# Note: In this file, I want to simulate a situation where one DataNode is unavailable for unknown reasons.So, remember to manually kill one of the DataNode containers with a **docker kill** command!

## Besides, if it still contains 2 live datanodes. Please wait a moment.
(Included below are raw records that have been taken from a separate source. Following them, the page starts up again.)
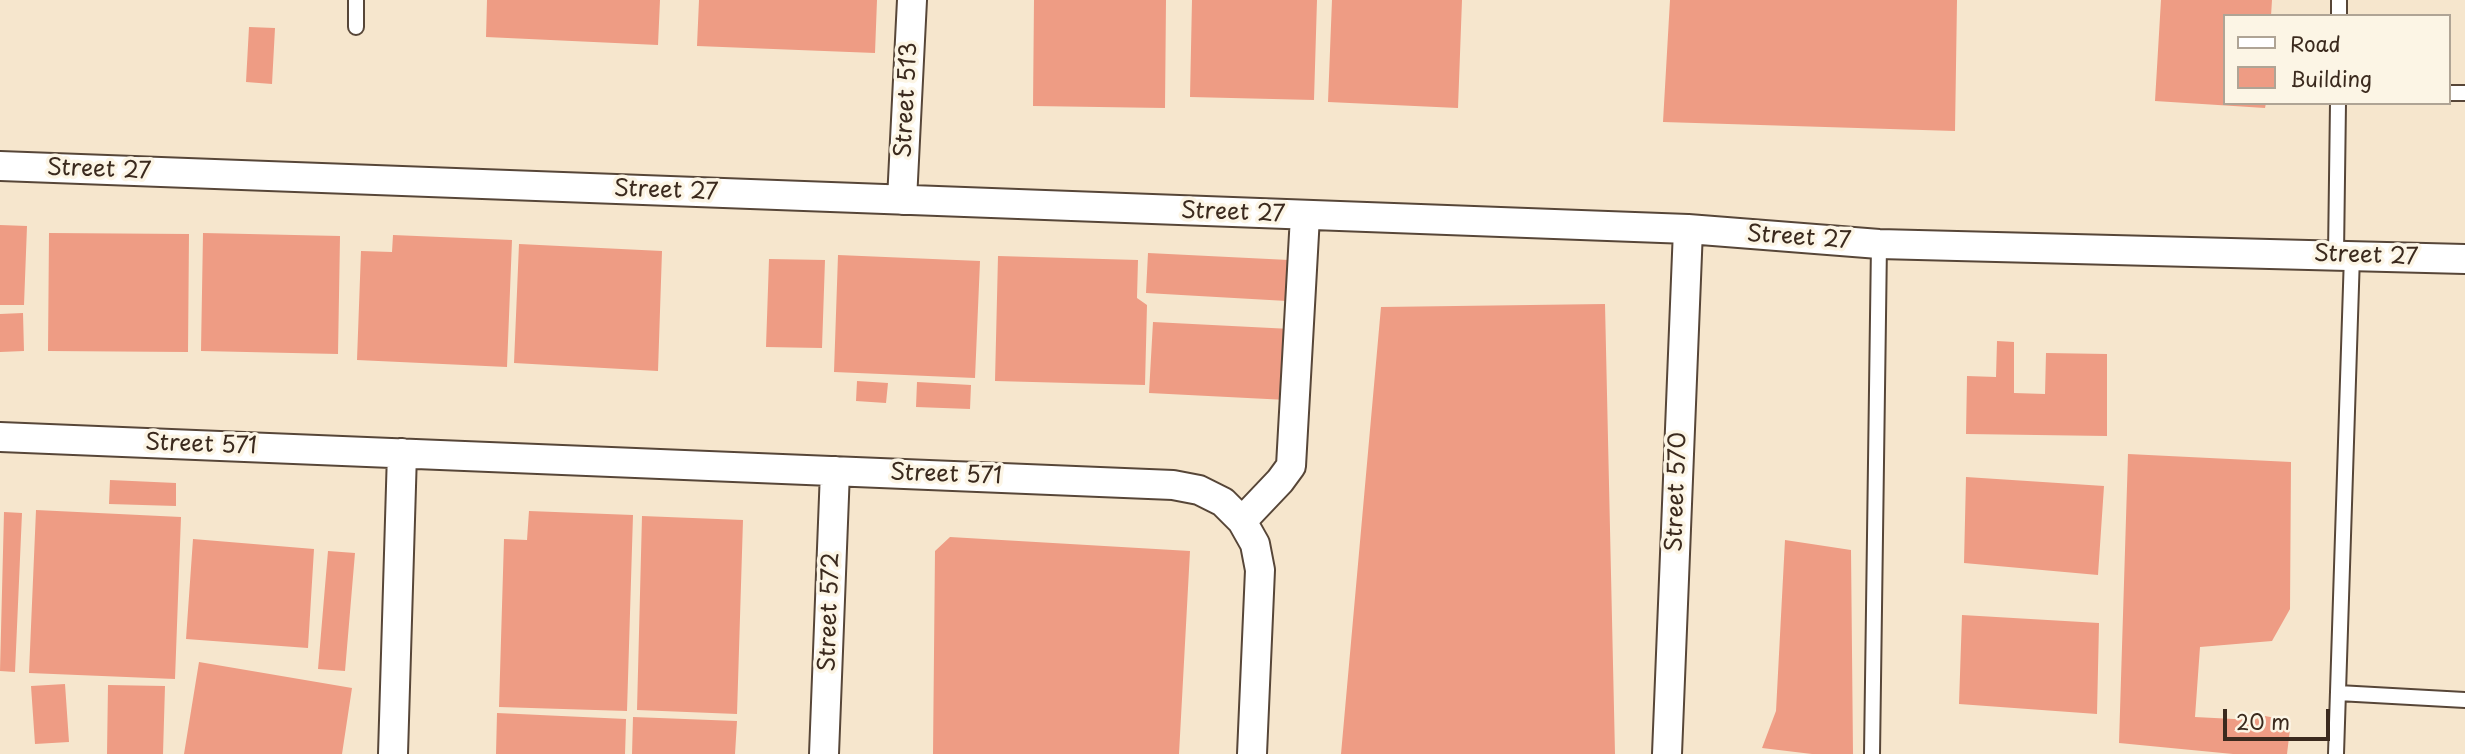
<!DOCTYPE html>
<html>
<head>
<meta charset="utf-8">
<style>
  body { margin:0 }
  #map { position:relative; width:2465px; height:754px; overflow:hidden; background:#f6e6cd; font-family:"Playpen Sans",sans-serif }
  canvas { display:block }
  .legend { position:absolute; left:2223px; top:14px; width:228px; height:91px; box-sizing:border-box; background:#fcf5e5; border:2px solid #afa495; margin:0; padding:9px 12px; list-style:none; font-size:21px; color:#3b2a1e }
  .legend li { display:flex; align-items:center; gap:14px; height:35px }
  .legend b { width:35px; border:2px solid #afa495 }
  .scale { position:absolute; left:2223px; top:709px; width:107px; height:32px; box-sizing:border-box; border:4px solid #3b2a1e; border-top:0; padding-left:9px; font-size:21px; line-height:24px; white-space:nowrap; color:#3b2a1e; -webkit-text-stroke:5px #fcf5e5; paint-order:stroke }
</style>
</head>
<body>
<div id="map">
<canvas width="2465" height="754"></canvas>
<ul class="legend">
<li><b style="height:9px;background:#fff"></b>Road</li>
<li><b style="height:19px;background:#ee9c84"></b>Building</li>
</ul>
<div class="scale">20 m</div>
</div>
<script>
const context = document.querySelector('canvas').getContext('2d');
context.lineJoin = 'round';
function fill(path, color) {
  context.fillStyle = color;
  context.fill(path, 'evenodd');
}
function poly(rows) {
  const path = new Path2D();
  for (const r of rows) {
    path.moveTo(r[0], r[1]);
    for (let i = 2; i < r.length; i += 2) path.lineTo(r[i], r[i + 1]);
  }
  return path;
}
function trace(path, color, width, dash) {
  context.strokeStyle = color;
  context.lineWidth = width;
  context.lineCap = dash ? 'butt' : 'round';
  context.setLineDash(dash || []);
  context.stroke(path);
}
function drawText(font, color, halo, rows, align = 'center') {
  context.font = font + ' "Playpen Sans",sans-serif';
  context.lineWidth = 7;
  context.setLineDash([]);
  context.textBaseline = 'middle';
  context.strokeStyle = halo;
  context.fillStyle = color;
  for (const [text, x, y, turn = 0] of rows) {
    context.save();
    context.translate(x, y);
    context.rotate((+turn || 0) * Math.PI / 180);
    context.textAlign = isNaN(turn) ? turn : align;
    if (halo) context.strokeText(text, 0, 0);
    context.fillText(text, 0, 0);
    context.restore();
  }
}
const building = poly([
  [487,0,660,0,658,45,486,37],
  [699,0,877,0,875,53,697,46],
  [1034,0,1166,0,1165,108,1033,106],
  [1192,0,1317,0,1314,100,1190,97],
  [1332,0,1462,0,1458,108,1328,102],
  [1670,0,1957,0,1955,131,1663,122],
  [2161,0,2272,0,2271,16,2225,16,2225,103,2266,103,2265,108,2155,101],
  [249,27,275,28,272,84,246,82],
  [0,225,27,226,24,305,0,305],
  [49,233,189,234,188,352,48,351],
  [203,233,340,236,338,354,201,351],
  [393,235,512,240,507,367,357,360,361,251,392,252],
  [519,244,662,251,658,371,514,363],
  [1148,253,1289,260,1287,301,1146,293],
  [838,255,980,261,975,378,834,372],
  [998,256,1138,260,1137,298,1147,305,1145,385,995,381],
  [769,259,825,260,822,348,766,347],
  [1605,304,1615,754,1341,754,1381,307],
  [23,313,24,351,0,352,0,314],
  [1153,322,1291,329,1287,400,1149,393],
  [1997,341,2014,342,2014,393,2045,394,2046,353,2107,354,2107,436,1966,434,1967,376,1996,377],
  [857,381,888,383,886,403,856,401],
  [917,382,971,385,970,409,916,407],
  [2128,454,2291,462,2290,609,2272,641,2200,647,2195,717,2253,720,2265,716,2291,721,2287,754,2233,754,2119,743],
  [1966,477,2104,486,2098,575,1964,563],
  [110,480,176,483,176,506,109,504],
  [36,510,181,517,175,679,29,673],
  [529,511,633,515,627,711,499,707,504,539,527,540],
  [4,512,22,513,15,672,0,671],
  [642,516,743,520,737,714,637,710],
  [950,537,1190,551,1179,754,933,754,935,551],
  [193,539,314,549,308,648,186,639],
  [1785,540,1851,550,1853,754,1812,754,1762,748,1776,711],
  [328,551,355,553,345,671,318,669],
  [1962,615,2099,623,2097,714,1959,704],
  [199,662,352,688,342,754,184,754],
  [65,684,69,742,35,744,31,686],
  [108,685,165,686,163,754,107,754],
  [497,713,626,719,625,754,496,754],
  [633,717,737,721,735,754,632,754]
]);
const lane = poly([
  [2339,16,2339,0],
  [356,27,356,0],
  [2449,93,2465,93],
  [2336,254,2338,103],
  [2338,693,2465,700],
  [1872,754,1879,244],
  [2336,754,2352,255]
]);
const street = poly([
  [0,166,1688,229,1879,244,2465,259],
  [902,200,912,0],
  [0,437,1173,485,1199,490,1223,502,1242,521,1255,544,1260,570,1252,754],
  [1242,521,1280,481,1291,466,1305,216],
  [393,754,402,453],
  [824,754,835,471],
  [1667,754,1688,229]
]);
const streetNames = [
  ["Street 513",907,100,-87],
  ["Street 27",99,170,2],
  ["Street 27",666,191,2],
  ["Street 27",1233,213,2],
  ["Street 27",1799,238,4],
  ["Street 27",2366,256,2],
  ["Street 571",201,445,2],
  ["Street 571",946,475,2],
  ["Street 570",1677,492,-88],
  ["Street 572",830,612,-88]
];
fill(building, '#ee9c84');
trace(lane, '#574638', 18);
trace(street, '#574638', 32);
trace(lane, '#fff', 14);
trace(street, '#fff', 28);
drawText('23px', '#3b2a1e', '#fcf5e5', streetNames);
</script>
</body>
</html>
It takes time to find one of the datanodes is off. 

In [1]:
import requests
import pyarrow as pa
import pyarrow.fs
import io
import re

In [2]:
# Q8: how many live DataNodes are in the cluster?
!hdfs dfsadmin -fs hdfs://boss:9000 -report

Configured Capacity: 51642105856 (48.10 GB)
Present Capacity: 13594352735 (12.66 GB)
DFS Remaining: 12504010752 (11.65 GB)
DFS Used: 1090341983 (1.02 GB)
DFS Used%: 8.02%
Replicated Blocks:
	Under replicated blocks: 0
	Blocks with corrupt replicas: 0
	Missing blocks: 0
	Missing blocks (with replication factor 1): 0
	Low redundancy blocks with highest priority to recover: 0
	Pending deletion blocks: 0
Erasure Coded Block Groups: 
	Low redundancy block groups: 0
	Block groups with corrupt internal blocks: 0
	Missing block groups: 0
	Low redundancy blocks with highest priority to recover: 0
	Pending deletion blocks: 0

-------------------------------------------------
Live datanodes (1):

Name: 172.19.0.5:9866 (project_hdfs-dn-1.project_hdfs_default)
Hostname: dcf2a6d93ee2
Decommission Status : Normal
Configured Capacity: 25821052928 (24.05 GB)
DFS Used: 568368848 (542.04 MB)
Non DFS Used: 18983915824 (17.68 GB)
DFS Remaining: 6251991040 (5.82 GB)
DFS Used%: 2.20%
DFS Remaining%: 24.21%
C

In [3]:
# Q9: how are the blocks of single.csv distributed across the DataNode containers?

# The request fetches BlockLocations metadata from the HDFS Web API
r= requests.get("http://boss:9870/webhdfs/v1/single.csv?op=GETFILEBLOCKLOCATIONS")
info = r.json()["BlockLocations"]["BlockLocation"]
answer = {}
for dict in info:
    if len(dict["hosts"]) != 0:
        host = dict["hosts"][0]
        if host in answer:
            answer[host] +=1
        else:
            answer[host] = 1
    else:
        if 'lost' in answer:
            answer['lost']+= 1
        else:
            answer['lost'] = 1

answer

{'1427c7fc7f7b': 150, 'dcf2a6d93ee2': 194}

##### Lost Blocks: 172 blocks of single.csv are no longer accessible, as their DataNode is no longer available.
##### Remaining Blocks: The surviving DataNode (829a0ef3e8fa) still holds 172 blocks.

In [4]:
hdfs = pa.fs.HadoopFileSystem("boss", 9000)

2024-12-25 04:22:53,950 WARN util.NativeCodeLoader: Unable to load native-hadoop library for your platform... using builtin-java classes where applicable


In [None]:
# Q10: how many times does the text "Single Family" appear in the remaining blocks of single.csv?
r= requests.get("http://boss:9870/webhdfs/v1/single.csv?op=GETFILEBLOCKLOCATIONS")
info = r.json()["BlockLocations"]["BlockLocation"]
for dict in info:
    # Checks if the block is accessible by verifying whether the hosts list is non-empty.
    # Blocks with an empty hosts list are considered lost or inaccessible.
    if len(dict["hosts"]) != 0:
        offset = dict['offset']
        count = 0
        blksize = dict["length"]
        with hdfs.open_input_file(f"hdfs://boss:9000/single.csv") as f:
            # Reads the content of the current block from the file based on its size (blksize) and starting point (offset).
            blk=f.read_at(blksize, offset)
            pattern = "Single Family"
            count+=str(blk).count(pattern)

count

##### The result indicates that despite some blocks being inaccessible, the surviving blocks still contained significant data.